The Right of Citizens for Time Bound Delivery of Goods and Services and Redressal of their Grievances Bill, 2011 (‘Citizens Charter’), was introduced as a bill in 2011 but unfortunately lapsed with the dissolution of the 15th Lok Sabha. According to news reports, in 2015, the Government was to instead introduce a Delivery of Services and Grievance Redressal Scheme - 2015.

"While this decade has seen the rise and welcome of technology enabled delivery of services, it is only about time that Governments latch on and provide their citizens with public services with the aid of Zen-Techs"

In brief, a Citizen Charter or scheme should impose a penalty on the Government for non-performance of its public duty to make it stick’ enough in a carrot-and-stick approach to Governance.

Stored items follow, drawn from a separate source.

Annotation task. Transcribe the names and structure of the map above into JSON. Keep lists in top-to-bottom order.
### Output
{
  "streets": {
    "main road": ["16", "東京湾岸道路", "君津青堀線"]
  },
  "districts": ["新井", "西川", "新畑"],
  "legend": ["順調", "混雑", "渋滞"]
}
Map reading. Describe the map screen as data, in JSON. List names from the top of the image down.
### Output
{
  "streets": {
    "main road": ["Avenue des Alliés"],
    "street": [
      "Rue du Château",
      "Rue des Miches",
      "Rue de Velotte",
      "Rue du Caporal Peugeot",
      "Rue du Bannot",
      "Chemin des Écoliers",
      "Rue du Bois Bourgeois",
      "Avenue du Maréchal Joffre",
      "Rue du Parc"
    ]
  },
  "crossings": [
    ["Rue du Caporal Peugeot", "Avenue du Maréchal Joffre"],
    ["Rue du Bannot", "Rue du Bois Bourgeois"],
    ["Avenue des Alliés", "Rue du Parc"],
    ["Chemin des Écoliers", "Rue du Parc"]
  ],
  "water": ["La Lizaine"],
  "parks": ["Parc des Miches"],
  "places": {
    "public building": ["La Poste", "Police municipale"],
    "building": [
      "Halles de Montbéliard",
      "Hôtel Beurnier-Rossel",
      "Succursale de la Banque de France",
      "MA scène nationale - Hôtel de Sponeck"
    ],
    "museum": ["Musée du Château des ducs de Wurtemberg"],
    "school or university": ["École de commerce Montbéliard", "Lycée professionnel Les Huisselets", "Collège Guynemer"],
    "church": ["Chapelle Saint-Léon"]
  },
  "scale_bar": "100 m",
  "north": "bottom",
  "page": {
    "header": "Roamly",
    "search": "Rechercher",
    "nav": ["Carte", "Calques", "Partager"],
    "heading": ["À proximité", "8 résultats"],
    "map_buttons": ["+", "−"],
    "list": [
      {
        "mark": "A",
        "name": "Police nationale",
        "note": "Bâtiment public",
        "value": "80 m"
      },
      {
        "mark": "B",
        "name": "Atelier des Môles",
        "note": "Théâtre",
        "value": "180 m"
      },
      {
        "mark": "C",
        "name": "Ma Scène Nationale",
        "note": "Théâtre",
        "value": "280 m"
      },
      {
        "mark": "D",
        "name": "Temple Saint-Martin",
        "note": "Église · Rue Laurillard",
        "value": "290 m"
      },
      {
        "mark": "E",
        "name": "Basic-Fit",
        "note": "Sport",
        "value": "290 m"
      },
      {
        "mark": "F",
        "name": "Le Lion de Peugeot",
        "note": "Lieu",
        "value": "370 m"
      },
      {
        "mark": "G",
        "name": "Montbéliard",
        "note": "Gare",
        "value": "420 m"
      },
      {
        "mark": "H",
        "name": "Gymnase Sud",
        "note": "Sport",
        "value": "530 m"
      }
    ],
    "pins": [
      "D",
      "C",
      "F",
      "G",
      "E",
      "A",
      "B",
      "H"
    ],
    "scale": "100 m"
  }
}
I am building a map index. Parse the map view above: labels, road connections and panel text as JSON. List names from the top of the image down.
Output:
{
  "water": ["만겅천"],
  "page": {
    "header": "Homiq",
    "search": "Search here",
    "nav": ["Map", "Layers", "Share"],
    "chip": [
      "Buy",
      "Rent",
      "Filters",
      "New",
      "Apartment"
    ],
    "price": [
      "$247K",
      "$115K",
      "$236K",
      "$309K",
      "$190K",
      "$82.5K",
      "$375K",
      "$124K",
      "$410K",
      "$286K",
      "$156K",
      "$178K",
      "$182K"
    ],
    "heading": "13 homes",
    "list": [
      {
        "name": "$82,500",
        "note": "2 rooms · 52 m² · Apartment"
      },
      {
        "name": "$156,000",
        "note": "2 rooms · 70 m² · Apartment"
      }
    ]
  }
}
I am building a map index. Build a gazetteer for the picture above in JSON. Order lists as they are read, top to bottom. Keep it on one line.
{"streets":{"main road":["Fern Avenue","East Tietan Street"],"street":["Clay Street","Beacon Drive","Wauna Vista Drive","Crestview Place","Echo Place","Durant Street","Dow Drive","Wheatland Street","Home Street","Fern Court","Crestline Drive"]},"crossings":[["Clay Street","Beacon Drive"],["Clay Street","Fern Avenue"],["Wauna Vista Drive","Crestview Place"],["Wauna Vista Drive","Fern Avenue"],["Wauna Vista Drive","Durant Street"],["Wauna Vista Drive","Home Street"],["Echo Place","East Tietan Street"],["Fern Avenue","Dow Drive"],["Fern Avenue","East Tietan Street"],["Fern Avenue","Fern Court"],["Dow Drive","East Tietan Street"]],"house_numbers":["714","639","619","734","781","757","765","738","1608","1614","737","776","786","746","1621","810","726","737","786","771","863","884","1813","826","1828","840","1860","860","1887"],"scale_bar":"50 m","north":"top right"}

This would be preventive measure in mitigating the delivery risk of the Government, which otherwise a Citizen would have to live with.

The Citizens Charter as the Stick
The Citizens Charter of 2011 provided for a document declaring the functioning, obligations, duties, commitments of a public authority for providing goods and services effectively and efficiently with acceptable levels of standards, time limits and designation of public servants for delivery and grievance redress. This Charter sought to codify the Government’s duty and make the resolution process time bound.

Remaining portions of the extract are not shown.